| Assignment |
Working through the records below, count the lines that include "forest". The reply is that number alone.
***
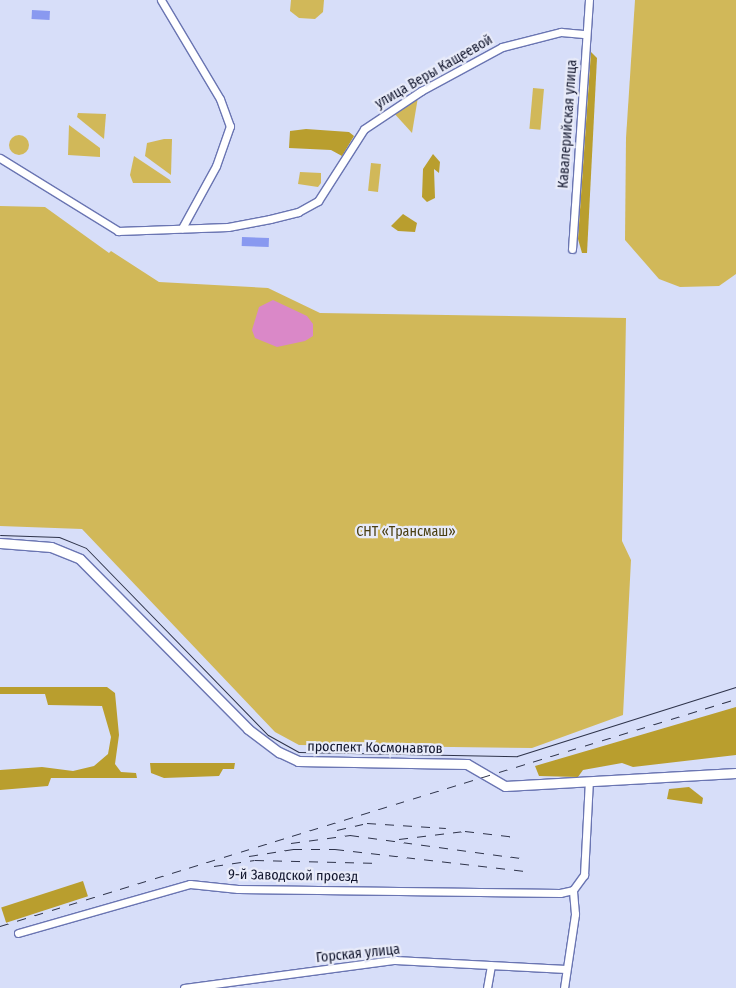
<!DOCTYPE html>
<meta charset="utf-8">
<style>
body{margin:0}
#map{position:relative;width:736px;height:988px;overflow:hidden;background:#d7def9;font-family:"Fira Sans Condensed",sans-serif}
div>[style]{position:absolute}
.green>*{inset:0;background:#d1b859;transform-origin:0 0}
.round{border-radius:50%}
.forest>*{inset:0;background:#b99e2e;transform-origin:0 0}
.water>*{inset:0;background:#da88c8}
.building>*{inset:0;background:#8999f0;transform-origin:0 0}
.roads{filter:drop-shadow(1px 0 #6a75b2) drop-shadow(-1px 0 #6a75b2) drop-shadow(0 1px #6a75b2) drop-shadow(0 -1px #6a75b2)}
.minor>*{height:7px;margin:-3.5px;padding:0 3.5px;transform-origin:3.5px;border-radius:3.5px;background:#fff}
.major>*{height:9px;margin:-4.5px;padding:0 4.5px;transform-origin:4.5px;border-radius:4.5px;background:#fff}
.tram>*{height:1px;margin:-0.5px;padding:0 0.5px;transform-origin:0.5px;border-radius:0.5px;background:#2e334a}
.rail>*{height:1px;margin-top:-0.5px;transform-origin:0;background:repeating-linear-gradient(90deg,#2e334a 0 9px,transparent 0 18px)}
span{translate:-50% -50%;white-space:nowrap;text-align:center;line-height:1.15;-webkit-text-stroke:4.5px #e8ebf9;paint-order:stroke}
.street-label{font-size:14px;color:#12162d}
.park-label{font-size:14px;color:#4a3f12}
</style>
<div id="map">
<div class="green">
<div style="clip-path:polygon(291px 0,324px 0,323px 12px,315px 19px,299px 18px,290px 11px)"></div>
<div style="clip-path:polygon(635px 0,736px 0,736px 274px,719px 286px,680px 287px,659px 279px,625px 240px,626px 138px)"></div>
<div style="left:533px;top:88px;width:11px;height:41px;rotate:5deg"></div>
<div style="clip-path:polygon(418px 97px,412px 133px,393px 112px)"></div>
<div style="clip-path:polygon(78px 113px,106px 114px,104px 139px,77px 117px)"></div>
<div style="clip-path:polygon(69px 125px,100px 148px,100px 157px,68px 155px)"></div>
<div class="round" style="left:9px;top:135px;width:20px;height:20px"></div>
<div style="clip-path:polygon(164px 139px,172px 139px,171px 175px,145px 156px,147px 143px)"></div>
<div style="clip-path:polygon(134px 156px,170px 180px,171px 183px,133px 183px,130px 175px)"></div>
<div style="left:371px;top:163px;width:10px;height:28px;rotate:6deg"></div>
<div style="clip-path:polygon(300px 172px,321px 173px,321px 183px,318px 187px,298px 184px)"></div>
<div style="clip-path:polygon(0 206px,45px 207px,109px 253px,111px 251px,159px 282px,268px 288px,320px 313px,626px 318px,622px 541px,631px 560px,623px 715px,532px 748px,299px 745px,275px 732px,82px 529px,0 526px)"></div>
</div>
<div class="forest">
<div style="clip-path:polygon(591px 52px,597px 58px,587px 253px,582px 253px,578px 239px)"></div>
<div style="clip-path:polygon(306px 129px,349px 132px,354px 136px,342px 156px,331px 150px,289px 148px,290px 131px)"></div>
<div style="clip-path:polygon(433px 154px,440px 162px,439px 173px,434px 169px,435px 198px,427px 202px,422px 197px,423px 169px)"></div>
<div style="clip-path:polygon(403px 214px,417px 223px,415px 232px,398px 231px,391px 226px)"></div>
<div style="clip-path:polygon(0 687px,107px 687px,115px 693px,119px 735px,115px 764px,121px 772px,136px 773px,137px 778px,51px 778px,48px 786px,0 790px,0 770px,42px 767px,73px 771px,94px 766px,108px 754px,111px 737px,102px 706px,48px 705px,45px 694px,0 694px)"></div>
<div style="clip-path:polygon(736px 707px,736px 755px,633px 767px,622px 763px,583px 770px,578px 777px,539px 776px,535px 766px)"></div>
<div style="clip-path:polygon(150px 763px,235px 763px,234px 769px,223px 769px,219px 776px,164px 778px,151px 773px)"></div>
<div style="clip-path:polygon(689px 787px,703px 798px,702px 804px,667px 799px,669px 789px)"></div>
<div style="left:83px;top:881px;width:16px;height:86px;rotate:72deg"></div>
</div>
<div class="water">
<div style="clip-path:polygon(273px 300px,307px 316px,313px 324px,313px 336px,305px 341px,277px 347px,255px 338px,252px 330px,259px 307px)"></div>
</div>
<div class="building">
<div style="left:32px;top:10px;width:18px;height:9px;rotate:3deg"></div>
<div style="left:242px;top:237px;width:27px;height:9px;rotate:2deg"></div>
</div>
<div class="roads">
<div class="minor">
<div style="left:161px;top:0;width:115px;rotate:59.2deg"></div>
<div style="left:220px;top:99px;width:29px;rotate:70deg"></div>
<div style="left:230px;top:126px;width:42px;rotate:109.3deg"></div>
<div style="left:216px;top:166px;width:71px;rotate:118.7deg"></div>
<div style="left:0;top:158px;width:139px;rotate:31.7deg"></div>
<div style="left:118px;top:231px;width:110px;rotate:-2.1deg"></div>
<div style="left:228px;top:227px;width:43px;rotate:-10.8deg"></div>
<div style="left:270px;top:219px;width:29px;rotate:-14deg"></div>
<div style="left:298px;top:212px;width:23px;rotate:-29deg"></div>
<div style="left:318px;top:201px;width:85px;rotate:-57.4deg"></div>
<div style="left:364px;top:129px;width:69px;rotate:-33.7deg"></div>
<div style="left:421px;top:91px;width:92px;rotate:-28.5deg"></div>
<div style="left:502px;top:47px;width:61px;rotate:-14.3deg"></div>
<div style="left:561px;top:32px;width:25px;rotate:5deg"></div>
<div style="left:572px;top:249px;width:250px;rotate:-86.1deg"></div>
<div style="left:573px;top:890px;width:19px;rotate:-54deg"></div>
<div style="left:584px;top:875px;width:94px;rotate:-87deg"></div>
<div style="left:18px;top:933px;width:179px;rotate:-15.9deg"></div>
<div style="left:190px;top:884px;width:48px;rotate:5.9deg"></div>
<div style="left:238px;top:889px;width:322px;rotate:0.7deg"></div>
<div style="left:560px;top:893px;width:13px;rotate:-13deg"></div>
<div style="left:184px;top:988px;width:213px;rotate:-7.6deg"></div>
<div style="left:395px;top:960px;width:171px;rotate:3deg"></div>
<div style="left:487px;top:988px;width:23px;rotate:-80deg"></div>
<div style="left:564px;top:988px;width:75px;rotate:-81.5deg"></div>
<div style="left:575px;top:914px;width:24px;rotate:-95deg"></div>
</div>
<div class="major">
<div style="left:0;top:543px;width:51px;rotate:4.5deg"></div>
<div style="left:51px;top:547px;width:31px;rotate:22deg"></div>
<div style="left:80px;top:559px;width:239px;rotate:45.3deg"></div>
<div style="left:248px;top:729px;width:39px;rotate:37deg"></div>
<div style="left:279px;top:752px;width:21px;rotate:25deg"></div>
<div style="left:298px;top:761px;width:169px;rotate:1deg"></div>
<div style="left:467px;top:764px;width:44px;rotate:30.1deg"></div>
<div style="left:505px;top:786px;width:231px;rotate:-3.2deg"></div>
</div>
</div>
<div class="tram">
<div style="left:0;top:535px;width:59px;rotate:1.9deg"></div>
<div style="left:59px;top:537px;width:29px;rotate:22deg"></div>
<div style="left:86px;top:548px;width:261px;rotate:45.8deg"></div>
<div style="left:268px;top:735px;width:35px;rotate:29deg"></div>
<div style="left:299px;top:752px;width:218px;rotate:1.1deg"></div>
<div style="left:517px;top:756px;width:230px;rotate:-17.5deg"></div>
</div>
<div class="rail">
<div style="left:337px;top:830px;width:31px;rotate:-13deg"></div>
<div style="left:367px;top:823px;width:79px;rotate:3.6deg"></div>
<div style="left:399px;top:839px;width:66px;rotate:-6.9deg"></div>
<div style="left:465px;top:831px;width:50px;rotate:6.8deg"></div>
<div style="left:291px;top:843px;width:60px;rotate:-7.7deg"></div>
<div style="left:350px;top:835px;width:172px;rotate:7.7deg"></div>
<div style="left:249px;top:856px;width:45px;rotate:-9deg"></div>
<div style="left:293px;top:849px;width:42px"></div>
<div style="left:335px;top:849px;width:191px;rotate:6.6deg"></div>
<div style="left:214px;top:866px;width:41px;rotate:-8.3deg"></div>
<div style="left:255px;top:860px;width:126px;rotate:1.4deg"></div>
<div style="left:0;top:926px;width:770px;rotate:-17.14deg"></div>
</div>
<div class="street-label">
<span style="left:434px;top:72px;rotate:-30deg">улица Веры Кащеевой</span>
<span style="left:568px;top:124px;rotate:-86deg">Кавалерийская улица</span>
<span style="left:375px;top:748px;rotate:1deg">проспект Космонавтов</span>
<span style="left:293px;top:876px;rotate:1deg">9-й Заводской проезд</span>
<span style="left:358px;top:954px;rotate:-6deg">Горская улица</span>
</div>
<div class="park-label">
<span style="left:406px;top:532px">СНТ «Трансмаш»</span>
</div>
</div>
***
| Answer to this task |
2